WHAT YOU NEED TO DO:
Set the listing down once more, exactly as given.

INFORMATION PROVIDED:

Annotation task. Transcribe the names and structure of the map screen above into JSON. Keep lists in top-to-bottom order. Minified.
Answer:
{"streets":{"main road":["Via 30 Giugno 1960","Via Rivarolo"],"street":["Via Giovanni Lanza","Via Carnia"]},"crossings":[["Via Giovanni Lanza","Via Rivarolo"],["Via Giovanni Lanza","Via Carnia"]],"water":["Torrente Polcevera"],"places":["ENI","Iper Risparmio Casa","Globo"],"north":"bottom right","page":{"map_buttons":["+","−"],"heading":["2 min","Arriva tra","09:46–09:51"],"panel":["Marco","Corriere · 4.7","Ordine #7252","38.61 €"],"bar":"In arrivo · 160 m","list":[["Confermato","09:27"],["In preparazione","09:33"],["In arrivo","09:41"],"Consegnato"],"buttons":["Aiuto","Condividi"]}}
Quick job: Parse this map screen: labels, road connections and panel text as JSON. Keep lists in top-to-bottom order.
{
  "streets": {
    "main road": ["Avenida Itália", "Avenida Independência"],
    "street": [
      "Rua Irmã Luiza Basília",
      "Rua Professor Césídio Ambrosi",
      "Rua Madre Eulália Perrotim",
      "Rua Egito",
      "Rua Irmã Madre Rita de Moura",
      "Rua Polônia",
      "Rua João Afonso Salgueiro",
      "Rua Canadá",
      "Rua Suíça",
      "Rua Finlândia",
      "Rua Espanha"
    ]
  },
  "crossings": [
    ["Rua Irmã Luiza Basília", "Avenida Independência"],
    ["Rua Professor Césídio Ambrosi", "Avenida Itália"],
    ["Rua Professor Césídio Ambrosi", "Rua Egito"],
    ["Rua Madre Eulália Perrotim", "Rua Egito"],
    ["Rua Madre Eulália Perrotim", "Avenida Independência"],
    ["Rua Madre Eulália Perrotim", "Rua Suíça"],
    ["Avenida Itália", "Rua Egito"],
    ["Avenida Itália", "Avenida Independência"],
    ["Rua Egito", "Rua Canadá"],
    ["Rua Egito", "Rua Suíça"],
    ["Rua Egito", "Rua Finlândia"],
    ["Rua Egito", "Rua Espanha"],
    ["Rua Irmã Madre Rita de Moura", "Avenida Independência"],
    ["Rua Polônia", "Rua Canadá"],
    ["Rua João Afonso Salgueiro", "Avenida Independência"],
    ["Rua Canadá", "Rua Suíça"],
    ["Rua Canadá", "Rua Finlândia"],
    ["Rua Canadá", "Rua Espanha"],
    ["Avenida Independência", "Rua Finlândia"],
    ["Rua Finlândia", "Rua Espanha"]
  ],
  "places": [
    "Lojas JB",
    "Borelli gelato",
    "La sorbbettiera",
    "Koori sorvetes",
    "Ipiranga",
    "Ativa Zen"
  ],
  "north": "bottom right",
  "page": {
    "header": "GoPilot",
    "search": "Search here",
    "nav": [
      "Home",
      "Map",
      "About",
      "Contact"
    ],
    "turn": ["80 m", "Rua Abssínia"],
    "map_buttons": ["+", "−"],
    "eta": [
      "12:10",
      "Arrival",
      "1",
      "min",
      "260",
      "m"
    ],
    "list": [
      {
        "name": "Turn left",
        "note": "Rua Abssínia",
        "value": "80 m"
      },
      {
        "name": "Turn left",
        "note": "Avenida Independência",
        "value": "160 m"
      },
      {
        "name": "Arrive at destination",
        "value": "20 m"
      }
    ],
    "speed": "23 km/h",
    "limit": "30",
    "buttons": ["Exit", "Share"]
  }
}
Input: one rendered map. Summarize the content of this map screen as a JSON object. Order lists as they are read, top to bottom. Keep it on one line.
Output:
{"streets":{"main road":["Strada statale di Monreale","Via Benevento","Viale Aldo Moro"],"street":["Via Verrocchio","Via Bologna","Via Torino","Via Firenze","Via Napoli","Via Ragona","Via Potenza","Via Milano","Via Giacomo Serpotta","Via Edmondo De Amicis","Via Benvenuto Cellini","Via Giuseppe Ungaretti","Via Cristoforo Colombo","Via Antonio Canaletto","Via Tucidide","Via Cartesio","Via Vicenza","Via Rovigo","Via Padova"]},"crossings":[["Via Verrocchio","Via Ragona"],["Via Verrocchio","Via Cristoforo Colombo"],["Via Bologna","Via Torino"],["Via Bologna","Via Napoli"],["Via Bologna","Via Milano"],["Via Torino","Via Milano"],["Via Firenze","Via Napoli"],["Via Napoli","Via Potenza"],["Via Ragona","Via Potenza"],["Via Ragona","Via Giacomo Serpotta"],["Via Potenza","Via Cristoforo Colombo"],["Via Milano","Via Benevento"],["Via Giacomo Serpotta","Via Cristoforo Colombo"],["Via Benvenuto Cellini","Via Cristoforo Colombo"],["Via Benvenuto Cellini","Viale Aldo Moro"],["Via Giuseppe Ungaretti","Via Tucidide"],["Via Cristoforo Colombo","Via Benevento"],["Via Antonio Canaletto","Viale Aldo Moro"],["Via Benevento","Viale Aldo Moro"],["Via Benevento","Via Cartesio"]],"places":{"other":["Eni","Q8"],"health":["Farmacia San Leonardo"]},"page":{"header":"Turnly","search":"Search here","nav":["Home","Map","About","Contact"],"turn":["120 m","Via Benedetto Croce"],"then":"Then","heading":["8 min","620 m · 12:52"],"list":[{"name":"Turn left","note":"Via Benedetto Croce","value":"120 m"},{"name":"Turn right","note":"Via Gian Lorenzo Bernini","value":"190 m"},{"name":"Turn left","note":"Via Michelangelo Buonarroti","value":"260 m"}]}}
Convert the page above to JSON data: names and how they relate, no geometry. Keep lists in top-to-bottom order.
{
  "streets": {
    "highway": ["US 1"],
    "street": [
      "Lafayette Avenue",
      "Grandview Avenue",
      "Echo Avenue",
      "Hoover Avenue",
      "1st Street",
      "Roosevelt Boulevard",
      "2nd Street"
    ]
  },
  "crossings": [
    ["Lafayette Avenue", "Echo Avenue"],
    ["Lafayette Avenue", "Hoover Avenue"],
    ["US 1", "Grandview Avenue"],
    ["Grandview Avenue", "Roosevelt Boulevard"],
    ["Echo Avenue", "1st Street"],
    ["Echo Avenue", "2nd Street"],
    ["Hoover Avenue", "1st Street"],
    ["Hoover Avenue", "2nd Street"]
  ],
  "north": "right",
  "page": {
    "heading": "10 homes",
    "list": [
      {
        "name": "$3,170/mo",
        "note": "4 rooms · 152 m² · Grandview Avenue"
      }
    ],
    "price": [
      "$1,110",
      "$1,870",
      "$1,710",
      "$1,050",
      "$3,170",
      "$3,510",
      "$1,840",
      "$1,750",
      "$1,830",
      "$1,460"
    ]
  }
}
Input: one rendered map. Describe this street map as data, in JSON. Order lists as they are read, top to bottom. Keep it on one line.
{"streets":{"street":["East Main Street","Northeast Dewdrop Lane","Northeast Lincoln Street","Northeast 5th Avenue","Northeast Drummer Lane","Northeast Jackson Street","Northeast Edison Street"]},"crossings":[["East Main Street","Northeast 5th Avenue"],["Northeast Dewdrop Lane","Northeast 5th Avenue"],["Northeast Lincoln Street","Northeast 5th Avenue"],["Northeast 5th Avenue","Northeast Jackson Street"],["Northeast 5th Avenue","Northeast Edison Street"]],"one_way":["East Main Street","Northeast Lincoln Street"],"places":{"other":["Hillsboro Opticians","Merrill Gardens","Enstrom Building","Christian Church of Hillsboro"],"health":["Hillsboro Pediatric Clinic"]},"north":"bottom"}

PROBLEM SOLUTION:
Annotation task. Transcribe the names and structure of the map screen above into JSON. Keep lists in top-to-bottom order. Minified.
Answer:
{"streets":{"main road":["Via 30 Giugno 1960","Via Rivarolo"],"street":["Via Giovanni Lanza","Via Carnia"]},"crossings":[["Via Giovanni Lanza","Via Rivarolo"],["Via Giovanni Lanza","Via Carnia"]],"water":["Torrente Polcevera"],"places":["ENI","Iper Risparmio Casa","Globo"],"north":"bottom right","page":{"map_buttons":["+","−"],"heading":["2 min","Arriva tra","09:46–09:51"],"panel":["Marco","Corriere · 4.7","Ordine #7252","38.61 €"],"bar":"In arrivo · 160 m","list":[["Confermato","09:27"],["In preparazione","09:33"],["In arrivo","09:41"],"Consegnato"],"buttons":["Aiuto","Condividi"]}}
Quick job: Parse this map screen: labels, road connections and panel text as JSON. Keep lists in top-to-bottom order.
{
  "streets": {
    "main road": ["Avenida Itália", "Avenida Independência"],
    "street": [
      "Rua Irmã Luiza Basília",
      "Rua Professor Césídio Ambrosi",
      "Rua Madre Eulália Perrotim",
      "Rua Egito",
      "Rua Irmã Madre Rita de Moura",
      "Rua Polônia",
      "Rua João Afonso Salgueiro",
      "Rua Canadá",
      "Rua Suíça",
      "Rua Finlândia",
      "Rua Espanha"
    ]
  },
  "crossings": [
    ["Rua Irmã Luiza Basília", "Avenida Independência"],
    ["Rua Professor Césídio Ambrosi", "Avenida Itália"],
    ["Rua Professor Césídio Ambrosi", "Rua Egito"],
    ["Rua Madre Eulália Perrotim", "Rua Egito"],
    ["Rua Madre Eulália Perrotim", "Avenida Independência"],
    ["Rua Madre Eulália Perrotim", "Rua Suíça"],
    ["Avenida Itália", "Rua Egito"],
    ["Avenida Itália", "Avenida Independência"],
    ["Rua Egito", "Rua Canadá"],
    ["Rua Egito", "Rua Suíça"],
    ["Rua Egito", "Rua Finlândia"],
    ["Rua Egito", "Rua Espanha"],
    ["Rua Irmã Madre Rita de Moura", "Avenida Independência"],
    ["Rua Polônia", "Rua Canadá"],
    ["Rua João Afonso Salgueiro", "Avenida Independência"],
    ["Rua Canadá", "Rua Suíça"],
    ["Rua Canadá", "Rua Finlândia"],
    ["Rua Canadá", "Rua Espanha"],
    ["Avenida Independência", "Rua Finlândia"],
    ["Rua Finlândia", "Rua Espanha"]
  ],
  "places": [
    "Lojas JB",
    "Borelli gelato",
    "La sorbbettiera",
    "Koori sorvetes",
    "Ipiranga",
    "Ativa Zen"
  ],
  "north": "bottom right",
  "page": {
    "header": "GoPilot",
    "search": "Search here",
    "nav": [
      "Home",
      "Map",
      "About",
      "Contact"
    ],
    "turn": ["80 m", "Rua Abssínia"],
    "map_buttons": ["+", "−"],
    "eta": [
      "12:10",
      "Arrival",
      "1",
      "min",
      "260",
      "m"
    ],
    "list": [
      {
        "name": "Turn left",
        "note": "Rua Abssínia",
        "value": "80 m"
      },
      {
        "name": "Turn left",
        "note": "Avenida Independência",
        "value": "160 m"
      },
      {
        "name": "Arrive at destination",
        "value": "20 m"
      }
    ],
    "speed": "23 km/h",
    "limit": "30",
    "buttons": ["Exit", "Share"]
  }
}
Input: one rendered map. Summarize the content of this map screen as a JSON object. Order lists as they are read, top to bottom. Keep it on one line.
Output:
{"streets":{"main road":["Strada statale di Monreale","Via Benevento","Viale Aldo Moro"],"street":["Via Verrocchio","Via Bologna","Via Torino","Via Firenze","Via Napoli","Via Ragona","Via Potenza","Via Milano","Via Giacomo Serpotta","Via Edmondo De Amicis","Via Benvenuto Cellini","Via Giuseppe Ungaretti","Via Cristoforo Colombo","Via Antonio Canaletto","Via Tucidide","Via Cartesio","Via Vicenza","Via Rovigo","Via Padova"]},"crossings":[["Via Verrocchio","Via Ragona"],["Via Verrocchio","Via Cristoforo Colombo"],["Via Bologna","Via Torino"],["Via Bologna","Via Napoli"],["Via Bologna","Via Milano"],["Via Torino","Via Milano"],["Via Firenze","Via Napoli"],["Via Napoli","Via Potenza"],["Via Ragona","Via Potenza"],["Via Ragona","Via Giacomo Serpotta"],["Via Potenza","Via Cristoforo Colombo"],["Via Milano","Via Benevento"],["Via Giacomo Serpotta","Via Cristoforo Colombo"],["Via Benvenuto Cellini","Via Cristoforo Colombo"],["Via Benvenuto Cellini","Viale Aldo Moro"],["Via Giuseppe Ungaretti","Via Tucidide"],["Via Cristoforo Colombo","Via Benevento"],["Via Antonio Canaletto","Viale Aldo Moro"],["Via Benevento","Viale Aldo Moro"],["Via Benevento","Via Cartesio"]],"places":{"other":["Eni","Q8"],"health":["Farmacia San Leonardo"]},"page":{"header":"Turnly","search":"Search here","nav":["Home","Map","About","Contact"],"turn":["120 m","Via Benedetto Croce"],"then":"Then","heading":["8 min","620 m · 12:52"],"list":[{"name":"Turn left","note":"Via Benedetto Croce","value":"120 m"},{"name":"Turn right","note":"Via Gian Lorenzo Bernini","value":"190 m"},{"name":"Turn left","note":"Via Michelangelo Buonarroti","value":"260 m"}]}}
Convert the page above to JSON data: names and how they relate, no geometry. Keep lists in top-to-bottom order.
{
  "streets": {
    "highway": ["US 1"],
    "street": [
      "Lafayette Avenue",
      "Grandview Avenue",
      "Echo Avenue",
      "Hoover Avenue",
      "1st Street",
      "Roosevelt Boulevard",
      "2nd Street"
    ]
  },
  "crossings": [
    ["Lafayette Avenue", "Echo Avenue"],
    ["Lafayette Avenue", "Hoover Avenue"],
    ["US 1", "Grandview Avenue"],
    ["Grandview Avenue", "Roosevelt Boulevard"],
    ["Echo Avenue", "1st Street"],
    ["Echo Avenue", "2nd Street"],
    ["Hoover Avenue", "1st Street"],
    ["Hoover Avenue", "2nd Street"]
  ],
  "north": "right",
  "page": {
    "heading": "10 homes",
    "list": [
      {
        "name": "$3,170/mo",
        "note": "4 rooms · 152 m² · Grandview Avenue"
      }
    ],
    "price": [
      "$1,110",
      "$1,870",
      "$1,710",
      "$1,050",
      "$3,170",
      "$3,510",
      "$1,840",
      "$1,750",
      "$1,830",
      "$1,460"
    ]
  }
}
Input: one rendered map. Describe this street map as data, in JSON. Order lists as they are read, top to bottom. Keep it on one line.
{"streets":{"street":["East Main Street","Northeast Dewdrop Lane","Northeast Lincoln Street","Northeast 5th Avenue","Northeast Drummer Lane","Northeast Jackson Street","Northeast Edison Street"]},"crossings":[["East Main Street","Northeast 5th Avenue"],["Northeast Dewdrop Lane","Northeast 5th Avenue"],["Northeast Lincoln Street","Northeast 5th Avenue"],["Northeast 5th Avenue","Northeast Jackson Street"],["Northeast 5th Avenue","Northeast Edison Street"]],"one_way":["East Main Street","Northeast Lincoln Street"],"places":{"other":["Hillsboro Opticians","Merrill Gardens","Enstrom Building","Christian Church of Hillsboro"],"health":["Hillsboro Pediatric Clinic"]},"north":"bottom"}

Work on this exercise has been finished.